Eventually, they came back in, sat me up, and shot me full of blessed relief. I had labored so quickly, that they were shocked when they checked me. I was ready for delivery. I could feel nothing. There was no pushing, but an episiotomy was done (meaning a cut). Forceps were used and there he was.

He was perfect and absolutely beautiful. I was in heaven and I was in love at first sight of this robust little thing. The name Ben just fit him perfectly.

But a day or two later, I began to feel odd. I felt out of sync, depressed, agitated. I’d been sad before, as we’ve all been, but this was something far worse. I spoke to a nurse, who cheerfully said, “It’s no big deal, it’s just the “baby blues”. It will go away. I kept telling her that I wasn’t crying, wasn’t sad, this was a different feeling. She again cheerfully said, “You are making a big thing out of nothing. Looking back, although I’m a non violent person, I could have cheerfully strangled her.

It was just last year when I ran across this.

” Synthetic oxytocin (Pitocin) is widely used in obstetric medicine to induce and/or augment labor and reduce post-delivery bleeding. A study published January 30 in Depression and Anxiety now suggests women who receive synthetic oxytocin during childbirth may be more likely to experience postpartum depression or anxiety.”

I could still look at this beautiful boy with wonder but something had shifted in my brain and the fog wasn’t lifting. And even as I went home, a home I loved, it got darker and darker.

Ben, perhaps a month old.

I tried to pretend. It didn’t work. I tried to speak about it. Although everyone loved me, no one knew what to do. I had a hard time being alone. I was beginning to be scared, really scared, that I would feel that way forever. My doctor said it would pass. And, still, it didn’t.

Then a bad thing turned into a stroke of luck. I developed an infection where they had made the cut and had to return to the hospital. I felt relieved as I was barely functioning, and as my husband had to work, I moved into my parents home.\

The infection was handled, but speaking to the doctors and nurses on a general floor I was told that my “baby blues” would pass. Thinking back, I could have cheerfully strangled them too. But finally, we found the right person.

His name was Dr. Brooks. He walked into my room, listened to what I was feeling and said the magic words, “I know what you have and we can treat it”.

To be believed, to be helped, to be understood was a godsend.

It took about 2 1/2 months, but I recovered.

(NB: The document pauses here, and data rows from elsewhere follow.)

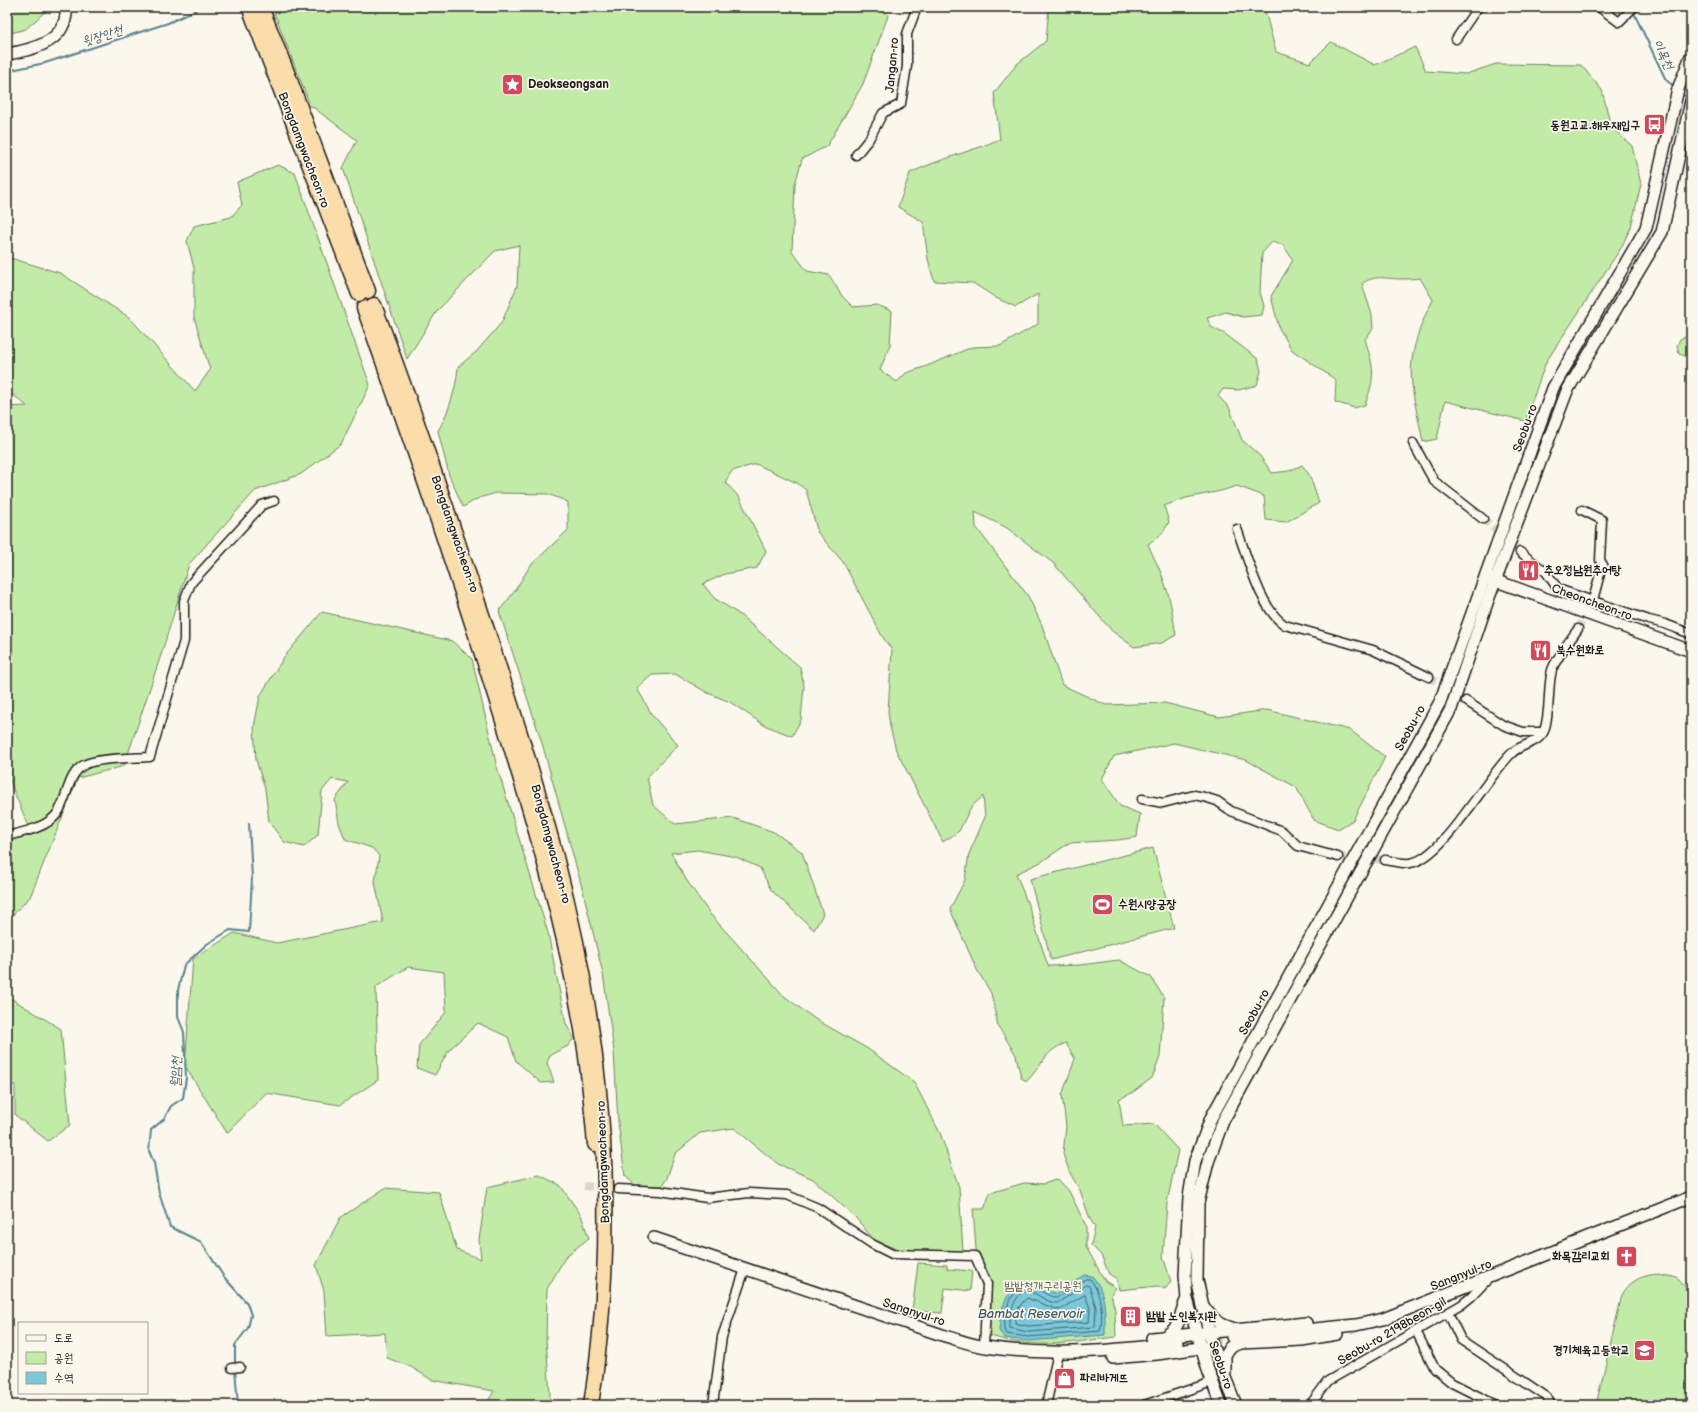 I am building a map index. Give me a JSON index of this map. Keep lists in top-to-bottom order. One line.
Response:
{"streets":{"highway":["Bongdamgwacheon-ro"],"main road":["Seobu-ro","Cheoncheon-ro","Sangnyul-ro"],"street":["Jangan-ro","Seobu-ro 2198beon-gil"]},"crossings":[["Seobu-ro","Cheoncheon-ro"],["Seobu-ro","Sangnyul-ro"],["Sangnyul-ro","Seobu-ro 2198beon-gil"]],"water":["윗장안천","이목천","월암천","Bambat Reservoir"],"parks":["밤밭청개구리공원"],"places":{"place":["Deokseongsan"],"bus stop":["동원고교.해우재입구"],"restaurant":["추오정남원추어탕","북수원화로"],"sports":["수원시양궁장"],"church":["화목감리교회"],"building":["밤밭 노인복지관"],"school or university":["경기체육고등학교"],"shop":["파리바게뜨"]},"legend":["도로","공원","수역"]} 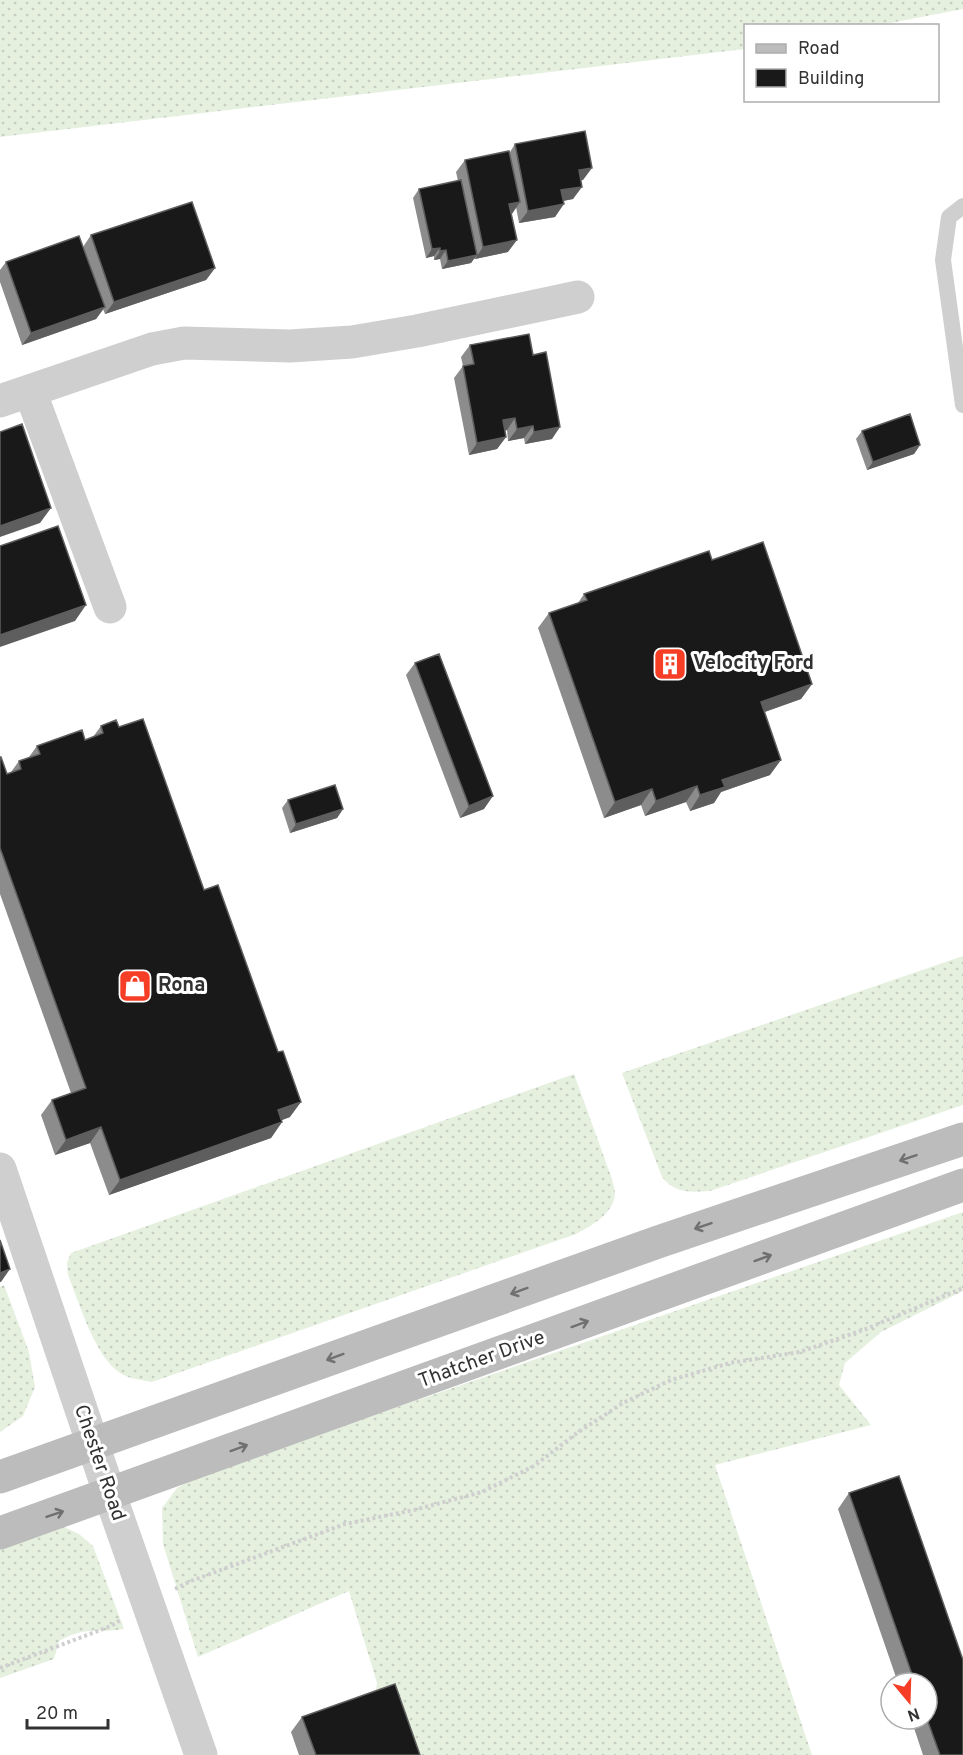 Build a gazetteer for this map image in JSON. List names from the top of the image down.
{
  "streets": {
    "main road": ["Thatcher Drive"],
    "street": ["Chester Road"]
  },
  "crossings": [
    ["Thatcher Drive", "Chester Road"]
  ],
  "places": {
    "building": ["Velocity Ford"],
    "shop": ["Rona"]
  },
  "legend": ["Road", "Building"],
  "scale_bar": "20 m",
  "north": "bottom"
}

I never thought it would happen again.

A truly happy birthday for Ben and I.
Years later, holding my niece and son Ben. Happy times.

Thankfully, people are talking about this now. They weren’t in what I refer as the dark ages of mental health awareness almost 40 years ago.

2017, Ben and I at his wedding.

It took 27 years for the next episode to show up. It caught me by surprise and as bad as it was, it did change my life, and for the better.